1

I'll start by saying: I know this is a question that gets asked a lot. I've read the other answers, and have ruled out:

I'm not using += for the assignment;

I've tried explicitly assigning each variable within the function to ensure they're not empty, in case the other work the function does fails;

They're not global variables, and I don't want them to be - they're just internal variables that I use to work out what I'm eventually returning.

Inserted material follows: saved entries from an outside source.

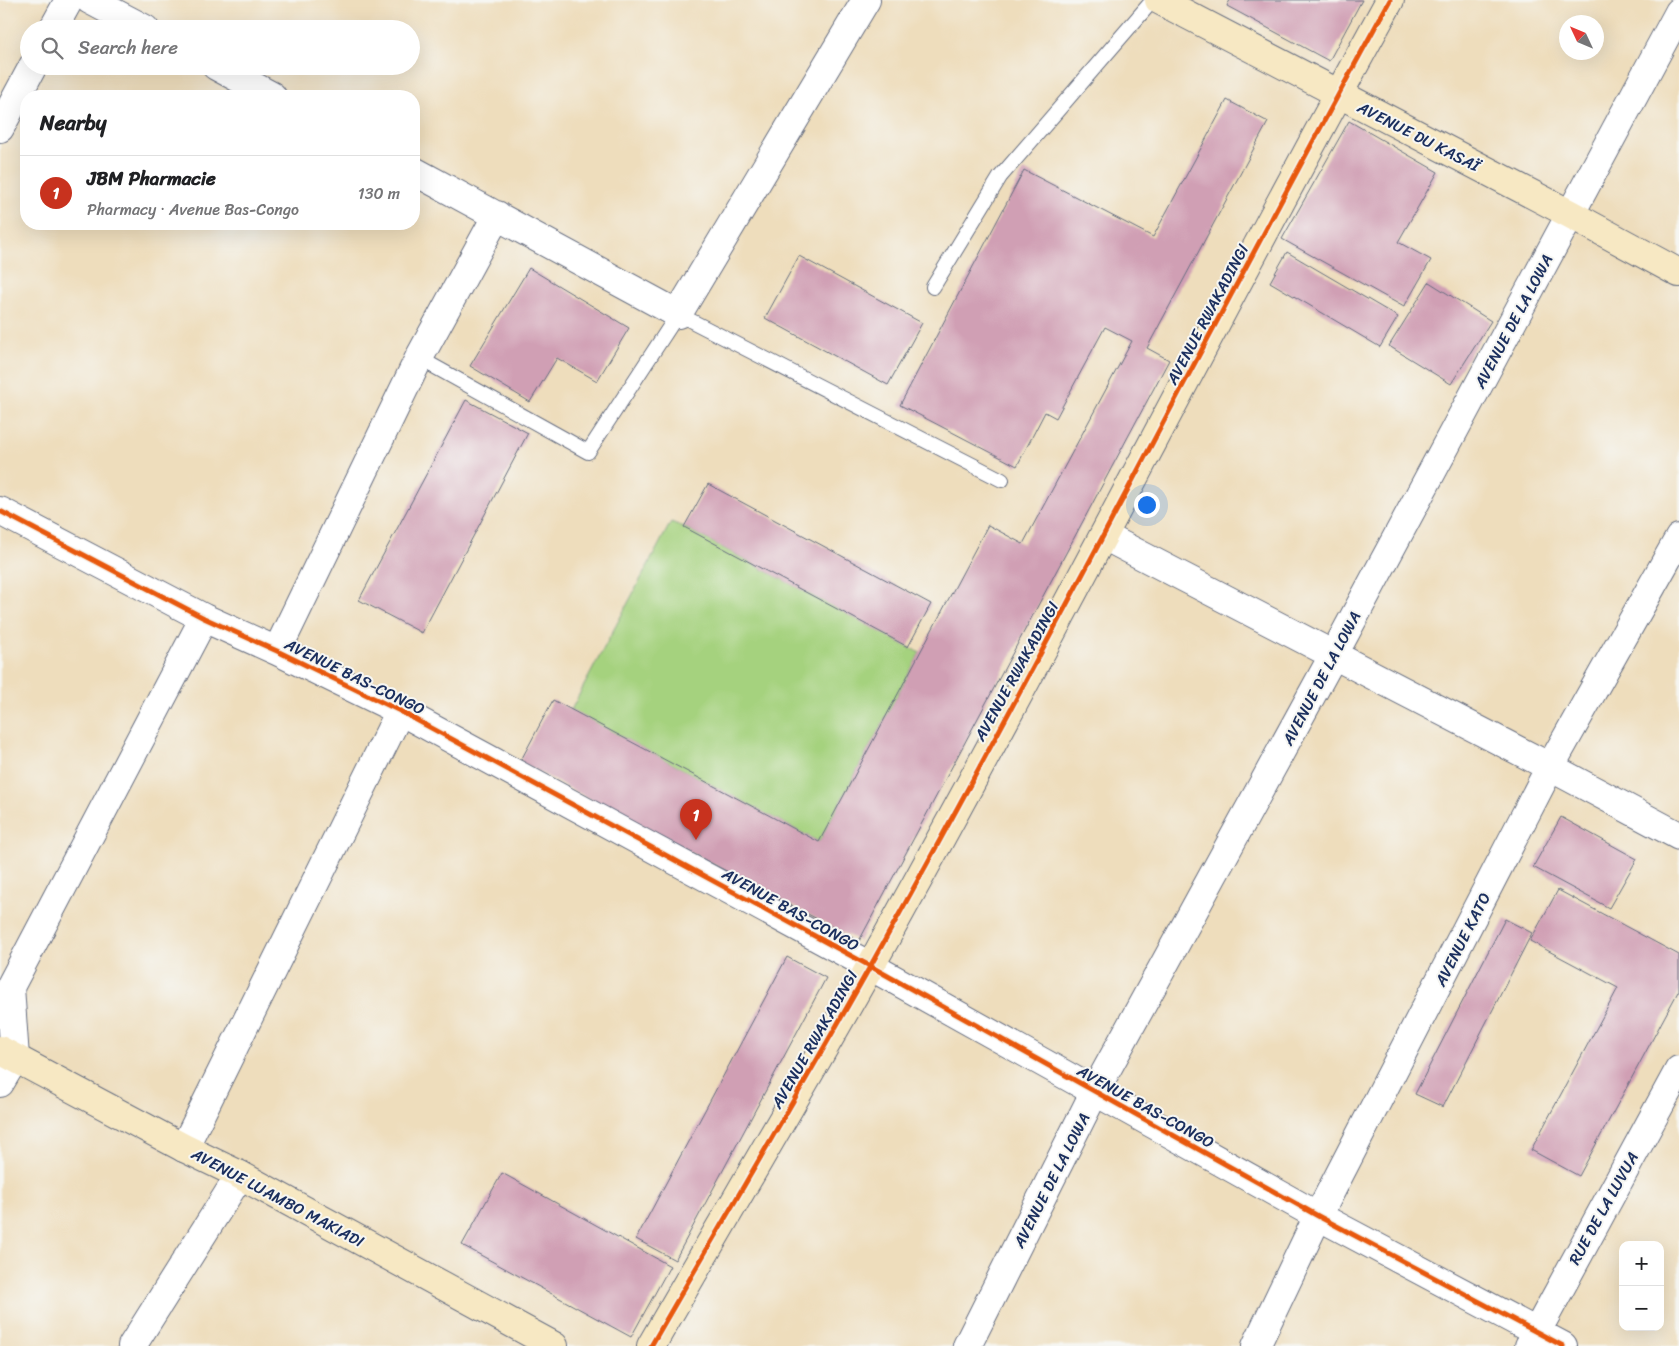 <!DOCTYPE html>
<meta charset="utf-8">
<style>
body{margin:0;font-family:Sriracha,sans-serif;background:#f2f2f2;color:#202124}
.controls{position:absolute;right:15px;bottom:15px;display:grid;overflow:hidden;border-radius:10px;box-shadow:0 5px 20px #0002}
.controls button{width:45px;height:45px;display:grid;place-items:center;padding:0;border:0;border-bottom:1px solid #e0e0e0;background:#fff;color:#202124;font:25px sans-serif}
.compass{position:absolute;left:1559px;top:15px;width:45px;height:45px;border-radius:50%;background:#fff;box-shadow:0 5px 20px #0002;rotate:314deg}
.you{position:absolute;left:1146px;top:504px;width:18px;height:18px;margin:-12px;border:4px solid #fff;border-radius:50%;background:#1a73e8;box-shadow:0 0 0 8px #1a73e833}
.badge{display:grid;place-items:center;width:32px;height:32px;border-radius:50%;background:#c8321e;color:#fff;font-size:16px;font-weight:700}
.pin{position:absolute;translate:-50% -41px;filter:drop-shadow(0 1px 2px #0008)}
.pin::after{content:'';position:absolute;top:26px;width:18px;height:15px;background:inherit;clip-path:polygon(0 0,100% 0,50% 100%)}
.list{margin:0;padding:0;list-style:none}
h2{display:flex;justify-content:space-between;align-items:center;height:65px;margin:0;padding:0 20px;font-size:21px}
h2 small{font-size:16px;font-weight:400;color:#757577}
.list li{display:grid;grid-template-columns:32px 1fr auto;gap:15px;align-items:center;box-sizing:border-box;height:75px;padding:0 20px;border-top:1px solid #e0e0e0}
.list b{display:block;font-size:19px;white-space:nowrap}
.list p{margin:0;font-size:16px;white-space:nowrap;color:#757577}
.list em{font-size:16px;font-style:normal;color:#757577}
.icon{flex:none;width:28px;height:28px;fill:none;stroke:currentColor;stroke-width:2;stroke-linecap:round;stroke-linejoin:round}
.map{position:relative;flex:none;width:1679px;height:1346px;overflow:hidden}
.search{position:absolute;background:#fff;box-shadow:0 5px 20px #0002;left:20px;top:20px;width:400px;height:55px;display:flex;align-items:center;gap:12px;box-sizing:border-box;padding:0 18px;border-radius:28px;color:#757577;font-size:19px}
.panel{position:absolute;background:#fff;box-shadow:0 5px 20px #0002;left:20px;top:90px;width:400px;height:140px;border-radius:20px}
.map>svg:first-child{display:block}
</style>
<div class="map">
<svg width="1679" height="1346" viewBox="0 0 1679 1346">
<rect width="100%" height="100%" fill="#f6f6f2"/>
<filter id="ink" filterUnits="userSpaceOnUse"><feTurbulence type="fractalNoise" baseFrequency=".02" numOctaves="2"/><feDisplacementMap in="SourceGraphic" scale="10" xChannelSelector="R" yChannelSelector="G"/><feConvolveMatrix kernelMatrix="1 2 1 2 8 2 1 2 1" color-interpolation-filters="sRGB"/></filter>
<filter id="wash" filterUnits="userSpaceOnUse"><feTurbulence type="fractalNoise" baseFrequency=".0096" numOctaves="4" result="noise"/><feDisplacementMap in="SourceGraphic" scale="20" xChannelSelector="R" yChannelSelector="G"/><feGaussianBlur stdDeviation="1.12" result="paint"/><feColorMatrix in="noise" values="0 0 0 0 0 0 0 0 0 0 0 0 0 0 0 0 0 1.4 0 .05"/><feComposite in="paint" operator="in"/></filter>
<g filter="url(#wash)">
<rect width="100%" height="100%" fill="#eeddbc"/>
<!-- green -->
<path fill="#a5d27e" stroke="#60806e" d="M671,522L684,527L920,653L819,842L571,710Z"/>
<g id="blocks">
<!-- building -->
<path fill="#d09fb4" d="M1230,0H1362L1329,61L1227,6Z
M1227,100L1268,122L1147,348L1169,360L859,941L520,762L553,700L819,842L988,525L1023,544L1132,341L1105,327L1056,418L1045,412L1017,466L900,405L1024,170L1153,237Z
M1349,121L1438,172L1398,242L1431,260L1404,307L1282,239Z
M1287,252L1398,317L1380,347L1270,282Z
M799,256L922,323L888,385L765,318Z
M529,268L629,328L597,381L557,358L530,402L470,366Z
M1429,282L1491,321L1451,384L1389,346Z
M466,400L528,433L422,633L359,600Z
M708,484L931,604L908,647L684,527Z
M1561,817L1637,859L1609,908L1533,867Z
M1558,890L1679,955V990L1579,1176L1531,1150L1618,988L1530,941Z
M1505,919L1532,933L1443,1107L1415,1094Z
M787,957L826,978L675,1260L636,1239Z
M502,1173L670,1266L631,1337L462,1245Z"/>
</g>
</g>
<g filter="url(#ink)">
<use href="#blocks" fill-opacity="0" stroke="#656c7f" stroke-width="1"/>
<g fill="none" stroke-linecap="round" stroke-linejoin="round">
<!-- lane casing -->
<g stroke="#656c7f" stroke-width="16">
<path id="lane" d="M933,287L1000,177L1153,0
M419,358L588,452L678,314L1002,480"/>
</g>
<!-- street casing -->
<g stroke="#656c7f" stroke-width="30">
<path id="street" d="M90,0L145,29
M53,29L69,0
M216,66L272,96
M0,128L33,66
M414,171L678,314L866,0
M0,511L204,618L277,651L400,711L870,966L1318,1216L1563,1346
M1104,536L1550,767L1679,836
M277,651L419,358L497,215
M0,1083L15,1058L10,987L204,618
M184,1148L400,711
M132,1346L240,1175
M967,1346L1095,1091L1333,656L1679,12
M1256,1346L1318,1216L1550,767L1679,538
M1529,1346L1679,1070"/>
</g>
<!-- secondary casing -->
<g stroke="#656c7f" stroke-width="30">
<path id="secondary" d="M1159,0L1570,214L1679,273
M0,1050L184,1148L240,1175L554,1346
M651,1346C724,1219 799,1093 871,965C1049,646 1214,320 1390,0"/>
</g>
<!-- lane -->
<use href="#lane" stroke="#fff" stroke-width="14"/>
<!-- street -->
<use href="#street" stroke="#fff" stroke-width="28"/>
<!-- secondary -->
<use href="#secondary" stroke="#f7e8c3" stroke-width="28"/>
<!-- cycleway casing -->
<g stroke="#f6f6f2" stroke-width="8">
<path id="cycleway" d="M0,511L204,618L277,651L400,711L870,966L1318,1216L1563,1346
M651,1346C724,1219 799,1093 871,965C1049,646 1214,320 1390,0"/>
</g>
<!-- cycleway -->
<use href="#cycleway" stroke="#e8590c" stroke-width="5"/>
</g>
</g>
<g text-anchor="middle" stroke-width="4" stroke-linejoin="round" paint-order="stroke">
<!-- street labels -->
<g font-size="16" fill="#1b2f5e" stroke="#f6f6f2">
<text transform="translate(1419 136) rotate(27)" y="6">AVENUE DU KASAÏ</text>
<text transform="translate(1207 314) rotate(-62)" y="6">AVENUE RWAKADINGI</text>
<text transform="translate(1513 321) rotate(-62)" y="6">AVENUE DE LA LOWA</text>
<text transform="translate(1016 671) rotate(-61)" y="6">AVENUE RWAKADINGI</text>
<text transform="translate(355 676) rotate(26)" y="6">AVENUE BAS-CONGO</text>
<text transform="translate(1321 678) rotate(-62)" y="6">AVENUE DE LA LOWA</text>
<text transform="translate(791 909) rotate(29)" y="6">AVENUE BAS-CONGO</text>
<text transform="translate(1462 939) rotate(-63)" y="6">AVENUE KATO</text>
<text transform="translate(814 1039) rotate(-60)" y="6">AVENUE RWAKADINGI</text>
<text transform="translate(1146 1106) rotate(29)" y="6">AVENUE BAS-CONGO</text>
<text transform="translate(1051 1180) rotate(-63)" y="6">AVENUE DE LA LOWA</text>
<text transform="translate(278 1197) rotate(28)" y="6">AVENUE LUAMBO MAKIADI</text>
<text transform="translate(1603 1208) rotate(-61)" y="6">RUE DE LA LUVUA</text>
</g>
</g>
</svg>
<div class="controls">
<button>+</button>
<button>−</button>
</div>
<svg class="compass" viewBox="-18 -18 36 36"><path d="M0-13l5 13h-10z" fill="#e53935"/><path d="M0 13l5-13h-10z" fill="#757577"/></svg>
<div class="you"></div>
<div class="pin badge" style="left:696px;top:840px">1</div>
<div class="search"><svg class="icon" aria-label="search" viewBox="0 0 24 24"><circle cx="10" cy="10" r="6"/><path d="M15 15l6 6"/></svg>Search here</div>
<section class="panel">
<h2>Nearby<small></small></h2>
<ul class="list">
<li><span class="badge">1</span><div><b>JBM Pharmacie</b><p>Pharmacy · Avenue Bas-Congo</p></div><em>130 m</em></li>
</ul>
</section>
</div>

    ##  Gets the data from external website - refreshes whenever the programme is called. 
## Urllib2 required module 
##  csv to make life easier handling the data 

import urllib2
import csv
import sys  
import math
# import sqlite3    #don't need this just now, will probably run Django with MySQL when it comes to it
# import MySQLdb Likewise, don't need this just now. 
#python3
import atexit
from time import time
from datetime import timedelta

def secondsToStr(t):
    return str(timedelta(seconds=t))

line = "="*40
def log(s, elapsed=None):
    print(line)
    print(secondsToStr(time()), '-', s)
    if elapsed:
        print("Elapsed time:", elapsed)
    print(line)
    print()

def endlog():
    end = time()
    elapsed = end-start
    log("End Program", secondsToStr(elapsed))

def now():
    return secondsToStr(time())

start = time()
atexit.register(endlog)
log("Start Program")
def open_external_source():
    # Checks if the core file's been modified since the last time we used it - if it hasn't, then we skip all of the file reading stuff. 
    #need to change this to just pull the headers the first time.  
    master_data_file = urllib2.urlopen("http://www.football-data.co.uk/mmz4281/1213/E0.csv", "GET")
    print master_data_file
    headers = master_data_file.info()
    last_mod = headers["last-modified"]
    settings = open ("settings.csv","r+")
    historic_last_mod = settings.readline() #this only works when the setting is a 1 line file
    print "Local file version: " + historic_last_mod 
    print "Server file version: " +last_mod
    if last_mod == historic_last_mod :
        print "It's the same, file not loaded"
        return true
    else : 
        return false
    settings.close()

#the if statement's commented out because it was messing up the variables into the function
#if open_external_source == False:
master_data_file = urllib2.urlopen("http://www.football-data.co.uk/mmz4281/1213/E0.csv", "GET")
data = list(tuple(rec) for rec in csv.reader(master_data_file, delimiter=','))
print len(data)
print "printing full file"
print data
league_list = ["Arsenal", "Chelsea", "Liverpool", "Man City", "Man United", "Newcastle", "Newcastle", "Norwich","Reading","Southampton", "Stoke", "Sunderland", "Swansea", "Tottenham", "West Brom", "West Ham", "Wigan"]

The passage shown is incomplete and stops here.